Re: [PATCH net-next 2/2] skbuff: keep track of pp page when __skb_frag_ref() is called

From: Yunsheng Lin <linyunsheng@huawei.com>
To: Alexander Duyck <alexander.duyck@gmail.com>
Cc: David Miller <davem@davemloft.net>,
	Jakub Kicinski <kuba@kernel.org>, Netdev <netdev@vger.kernel.org>,
	LKML <linux-kernel@vger.kernel.org>, <linuxarm@openeuler.org>,
	<hawk@kernel.org>, Ilias Apalodimas <ilias.apalodimas@linaro.org>,
	Jonathan Lemon <jonathan.lemon@gmail.com>,
	Alexander Lobakin <alobakin@pm.me>,
	Willem de Bruijn <willemb@google.com>,
	Cong Wang <cong.wang@bytedance.com>,
	Paolo Abeni <pabeni@redhat.com>, "Kevin Hao" <haokexin@gmail.com>,
	<nogikh@google.com>, Marco Elver <elver@google.com>,
	<memxor@gmail.com>, Eric Dumazet <edumazet@google.com>,
	David Ahern <dsahern@gmail.com>
Subject: Re: [PATCH net-next 2/2] skbuff: keep track of pp page when __skb_frag_ref() is called
Date: Tue, 31 Aug 2021 15:20:20 +0800	[thread overview]
Message-ID: <9cf28179-0cd5-a8c5-2bfd-bd844315ad1a@huawei.com> (raw)
In-Reply-To: <CAKgT0UfmcB93Hn1AS_o2a_h98xxZMouTiGzJfG09qsWf+O6L1Q@mail.gmail.com>

On 2021/8/30 23:14, Alexander Duyck wrote:
> On Sun, Aug 29, 2021 at 6:19 PM Yunsheng Lin <linyunsheng@huawei.com> wrote:
>>
>> As the skb->pp_recycle and page->pp_magic may not be enough
>> to track if a frag page is from page pool after the calling
>> of __skb_frag_ref(), mostly because of a data race, see:
>> commit 2cc3aeb5eccc ("skbuff: Fix a potential race while
>> recycling page_pool packets").
>>
>> There may be clone and expand head case that might lose the
>> track if a frag page is from page pool or not.
>>
>> So increment the frag count when __skb_frag_ref() is called,
>> and only use page->pp_magic to indicate if a frag page is from
>> page pool, to avoid the above data race.
>>
>> For 32 bit systems with 64 bit dma, we preserve the orginial
>> behavior as frag count is used to trace how many time does a
>> frag page is called with __skb_frag_ref().
>>
>> Signed-off-by: Yunsheng Lin <linyunsheng@huawei.com>
> 
> Is this really a common enough case to justify adding this extra overhead?
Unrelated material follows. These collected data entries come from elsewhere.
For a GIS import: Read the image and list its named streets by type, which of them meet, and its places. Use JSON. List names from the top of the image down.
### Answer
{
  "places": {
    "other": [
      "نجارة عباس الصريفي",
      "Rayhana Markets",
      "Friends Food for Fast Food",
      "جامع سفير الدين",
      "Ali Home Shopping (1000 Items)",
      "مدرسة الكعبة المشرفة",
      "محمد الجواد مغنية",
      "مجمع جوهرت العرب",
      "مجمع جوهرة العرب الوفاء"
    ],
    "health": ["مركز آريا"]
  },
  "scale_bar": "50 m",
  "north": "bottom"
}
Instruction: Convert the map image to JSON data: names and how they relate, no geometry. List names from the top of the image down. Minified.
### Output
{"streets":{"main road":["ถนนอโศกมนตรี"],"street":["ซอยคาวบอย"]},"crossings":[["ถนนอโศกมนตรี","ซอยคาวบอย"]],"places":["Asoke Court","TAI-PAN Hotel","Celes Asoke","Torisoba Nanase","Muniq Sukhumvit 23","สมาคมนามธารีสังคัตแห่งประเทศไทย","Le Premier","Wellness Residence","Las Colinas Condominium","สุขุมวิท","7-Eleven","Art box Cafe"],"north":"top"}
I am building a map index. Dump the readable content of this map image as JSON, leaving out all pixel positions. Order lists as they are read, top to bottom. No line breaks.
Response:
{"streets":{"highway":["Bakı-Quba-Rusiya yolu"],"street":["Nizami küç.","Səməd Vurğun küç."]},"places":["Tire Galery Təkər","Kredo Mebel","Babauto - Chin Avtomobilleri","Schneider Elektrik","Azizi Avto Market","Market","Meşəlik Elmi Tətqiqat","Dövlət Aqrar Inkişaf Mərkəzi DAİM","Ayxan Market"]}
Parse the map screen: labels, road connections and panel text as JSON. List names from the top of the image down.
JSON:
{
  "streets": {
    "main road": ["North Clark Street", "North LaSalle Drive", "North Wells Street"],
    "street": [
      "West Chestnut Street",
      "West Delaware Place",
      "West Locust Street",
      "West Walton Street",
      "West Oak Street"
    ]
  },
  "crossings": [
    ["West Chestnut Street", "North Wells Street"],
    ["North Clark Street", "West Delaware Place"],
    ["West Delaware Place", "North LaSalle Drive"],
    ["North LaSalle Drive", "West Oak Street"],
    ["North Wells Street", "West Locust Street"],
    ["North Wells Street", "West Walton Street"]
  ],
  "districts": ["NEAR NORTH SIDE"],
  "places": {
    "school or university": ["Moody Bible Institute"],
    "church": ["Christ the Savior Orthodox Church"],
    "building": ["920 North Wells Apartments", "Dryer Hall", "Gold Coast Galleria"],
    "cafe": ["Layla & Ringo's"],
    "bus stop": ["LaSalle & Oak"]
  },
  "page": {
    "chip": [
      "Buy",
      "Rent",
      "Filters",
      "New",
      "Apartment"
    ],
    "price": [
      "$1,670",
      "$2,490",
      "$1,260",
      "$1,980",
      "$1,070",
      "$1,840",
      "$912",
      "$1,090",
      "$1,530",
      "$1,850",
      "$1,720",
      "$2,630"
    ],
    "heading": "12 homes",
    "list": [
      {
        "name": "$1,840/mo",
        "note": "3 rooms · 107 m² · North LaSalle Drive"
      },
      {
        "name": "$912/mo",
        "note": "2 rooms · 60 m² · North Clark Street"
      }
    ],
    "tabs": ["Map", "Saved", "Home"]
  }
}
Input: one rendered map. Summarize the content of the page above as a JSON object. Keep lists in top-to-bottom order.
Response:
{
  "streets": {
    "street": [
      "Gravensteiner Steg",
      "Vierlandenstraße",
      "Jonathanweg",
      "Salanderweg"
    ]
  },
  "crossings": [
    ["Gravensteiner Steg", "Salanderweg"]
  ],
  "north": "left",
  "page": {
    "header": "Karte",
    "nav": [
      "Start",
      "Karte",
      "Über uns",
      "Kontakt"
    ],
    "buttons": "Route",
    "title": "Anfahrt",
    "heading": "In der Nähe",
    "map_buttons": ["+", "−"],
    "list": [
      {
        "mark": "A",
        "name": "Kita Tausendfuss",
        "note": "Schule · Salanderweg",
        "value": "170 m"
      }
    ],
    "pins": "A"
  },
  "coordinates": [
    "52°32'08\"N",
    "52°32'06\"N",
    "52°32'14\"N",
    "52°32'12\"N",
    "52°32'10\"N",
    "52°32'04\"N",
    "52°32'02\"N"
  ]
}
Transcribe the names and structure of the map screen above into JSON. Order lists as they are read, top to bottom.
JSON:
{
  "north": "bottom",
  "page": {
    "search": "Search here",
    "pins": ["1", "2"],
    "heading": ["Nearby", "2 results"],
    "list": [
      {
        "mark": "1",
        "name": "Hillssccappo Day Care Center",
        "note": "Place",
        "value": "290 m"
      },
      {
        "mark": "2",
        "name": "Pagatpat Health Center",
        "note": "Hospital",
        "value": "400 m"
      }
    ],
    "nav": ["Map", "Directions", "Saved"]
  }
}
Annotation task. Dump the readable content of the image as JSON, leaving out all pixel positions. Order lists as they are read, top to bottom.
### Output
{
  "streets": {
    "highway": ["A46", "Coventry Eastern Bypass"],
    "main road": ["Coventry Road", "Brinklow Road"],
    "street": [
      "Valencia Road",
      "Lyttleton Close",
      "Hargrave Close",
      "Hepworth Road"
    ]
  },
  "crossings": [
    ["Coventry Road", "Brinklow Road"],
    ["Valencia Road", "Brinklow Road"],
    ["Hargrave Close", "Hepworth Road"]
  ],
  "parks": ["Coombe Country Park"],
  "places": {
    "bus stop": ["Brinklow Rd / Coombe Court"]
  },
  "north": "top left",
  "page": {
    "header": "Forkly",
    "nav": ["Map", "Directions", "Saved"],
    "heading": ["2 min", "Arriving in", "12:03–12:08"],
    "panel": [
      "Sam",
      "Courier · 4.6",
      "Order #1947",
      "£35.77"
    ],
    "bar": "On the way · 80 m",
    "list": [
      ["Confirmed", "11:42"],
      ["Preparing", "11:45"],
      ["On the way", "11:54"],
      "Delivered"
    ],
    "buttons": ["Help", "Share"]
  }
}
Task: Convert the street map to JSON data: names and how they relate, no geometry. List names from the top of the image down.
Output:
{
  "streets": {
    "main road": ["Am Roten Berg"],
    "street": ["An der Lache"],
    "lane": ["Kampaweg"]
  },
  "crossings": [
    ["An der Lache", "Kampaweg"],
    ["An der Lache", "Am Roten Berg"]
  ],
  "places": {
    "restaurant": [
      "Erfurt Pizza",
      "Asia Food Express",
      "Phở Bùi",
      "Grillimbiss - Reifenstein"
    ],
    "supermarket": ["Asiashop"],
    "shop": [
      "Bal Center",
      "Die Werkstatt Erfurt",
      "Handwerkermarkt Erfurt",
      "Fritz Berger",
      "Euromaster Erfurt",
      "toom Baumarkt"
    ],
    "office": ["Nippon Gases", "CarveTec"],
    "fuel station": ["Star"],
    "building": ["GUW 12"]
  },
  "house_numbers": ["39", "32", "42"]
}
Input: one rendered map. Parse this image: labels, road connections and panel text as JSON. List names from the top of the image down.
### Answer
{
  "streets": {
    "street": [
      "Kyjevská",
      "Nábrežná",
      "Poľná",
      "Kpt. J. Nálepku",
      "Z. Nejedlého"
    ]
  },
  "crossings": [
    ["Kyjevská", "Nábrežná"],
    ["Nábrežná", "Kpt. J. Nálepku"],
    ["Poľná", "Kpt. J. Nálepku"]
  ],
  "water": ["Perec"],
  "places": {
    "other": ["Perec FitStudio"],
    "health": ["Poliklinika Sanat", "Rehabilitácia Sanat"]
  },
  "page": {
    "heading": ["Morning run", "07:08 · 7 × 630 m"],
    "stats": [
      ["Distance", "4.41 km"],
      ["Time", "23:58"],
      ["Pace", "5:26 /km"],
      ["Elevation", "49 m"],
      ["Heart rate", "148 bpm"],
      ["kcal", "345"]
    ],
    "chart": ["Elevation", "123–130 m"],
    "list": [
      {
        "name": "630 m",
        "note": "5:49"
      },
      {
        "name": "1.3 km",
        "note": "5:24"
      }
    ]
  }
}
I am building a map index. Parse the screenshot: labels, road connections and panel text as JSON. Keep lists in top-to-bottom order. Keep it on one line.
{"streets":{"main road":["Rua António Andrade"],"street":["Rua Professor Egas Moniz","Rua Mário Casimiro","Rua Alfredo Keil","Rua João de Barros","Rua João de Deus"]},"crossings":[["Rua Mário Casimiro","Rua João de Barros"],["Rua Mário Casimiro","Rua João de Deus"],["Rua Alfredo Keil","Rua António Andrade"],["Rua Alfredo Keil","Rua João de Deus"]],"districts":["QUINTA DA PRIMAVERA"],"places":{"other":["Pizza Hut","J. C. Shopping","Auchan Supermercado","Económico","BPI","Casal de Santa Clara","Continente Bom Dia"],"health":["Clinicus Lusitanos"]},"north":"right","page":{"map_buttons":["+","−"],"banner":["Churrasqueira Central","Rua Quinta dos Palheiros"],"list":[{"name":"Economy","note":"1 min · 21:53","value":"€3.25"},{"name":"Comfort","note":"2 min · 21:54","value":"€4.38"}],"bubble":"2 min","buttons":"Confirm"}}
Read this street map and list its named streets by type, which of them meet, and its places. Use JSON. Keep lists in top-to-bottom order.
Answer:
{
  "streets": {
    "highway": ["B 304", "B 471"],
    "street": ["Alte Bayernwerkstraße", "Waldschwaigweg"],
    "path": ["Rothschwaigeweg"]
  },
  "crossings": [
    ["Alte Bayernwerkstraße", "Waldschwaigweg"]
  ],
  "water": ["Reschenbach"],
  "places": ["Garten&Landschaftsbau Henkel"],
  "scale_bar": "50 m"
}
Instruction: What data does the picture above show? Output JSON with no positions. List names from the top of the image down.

I am not sure I understand what does extra overhead mean here.
But it seems this patch does not add any explicit overhead?
As the added page_pool_is_pp_page() checking in __skb_frag_ref() is
neutralized by avoiding the recycle checking in __skb_frag_unref(),
and the atomic operation is with either pp_frag_count or _refcount?

> 
>> ---
>>  include/linux/skbuff.h  | 13 ++++++++++++-
>>  include/net/page_pool.h | 17 +++++++++++++++++
>>  net/core/page_pool.c    | 12 ++----------
>>  3 files changed, 31 insertions(+), 11 deletions(-)
>>
>> diff --git a/include/linux/skbuff.h b/include/linux/skbuff.h
>> index 6bdb0db..8311482 100644
>> --- a/include/linux/skbuff.h
>> +++ b/include/linux/skbuff.h
>> @@ -3073,6 +3073,16 @@ static inline struct page *skb_frag_page(const skb_frag_t *frag)
>>   */
>>  static inline void __skb_frag_ref(skb_frag_t *frag)
>>  {
>> +       struct page *page = skb_frag_page(frag);
>> +
>> +#ifdef CONFIG_PAGE_POOL
>> +       if (!PAGE_POOL_DMA_USE_PP_FRAG_COUNT &&
>> +           page_pool_is_pp_page(page)) {
>> +               page_pool_atomic_inc_frag_count(page);
>> +               return;
>> +       }
>> +#endif
>> +
>>         get_page(skb_frag_page(frag));
>>  }
>>
> 
> This just seems like a bad idea in general. We are likely increasing
> the potential for issues with this patch instead of avoiding them. I

Yes, I am agreed that calling the __skb_frag_ref() without calling the
__skb_frag_unref() for the same page might be more likely to cause problem
for this patch. But we are already depending on the calling of
__skb_frag_unref() to free the pp page, making it more likely just enable
us to catch the bug more quickly?

Or is there other situation that I am not awared of, which might cause
issues?

> really feel it would be better for us to just give up on the page and
> kick it out of the page pool if we are cloning frames and multiple
> references are being taken on the pages.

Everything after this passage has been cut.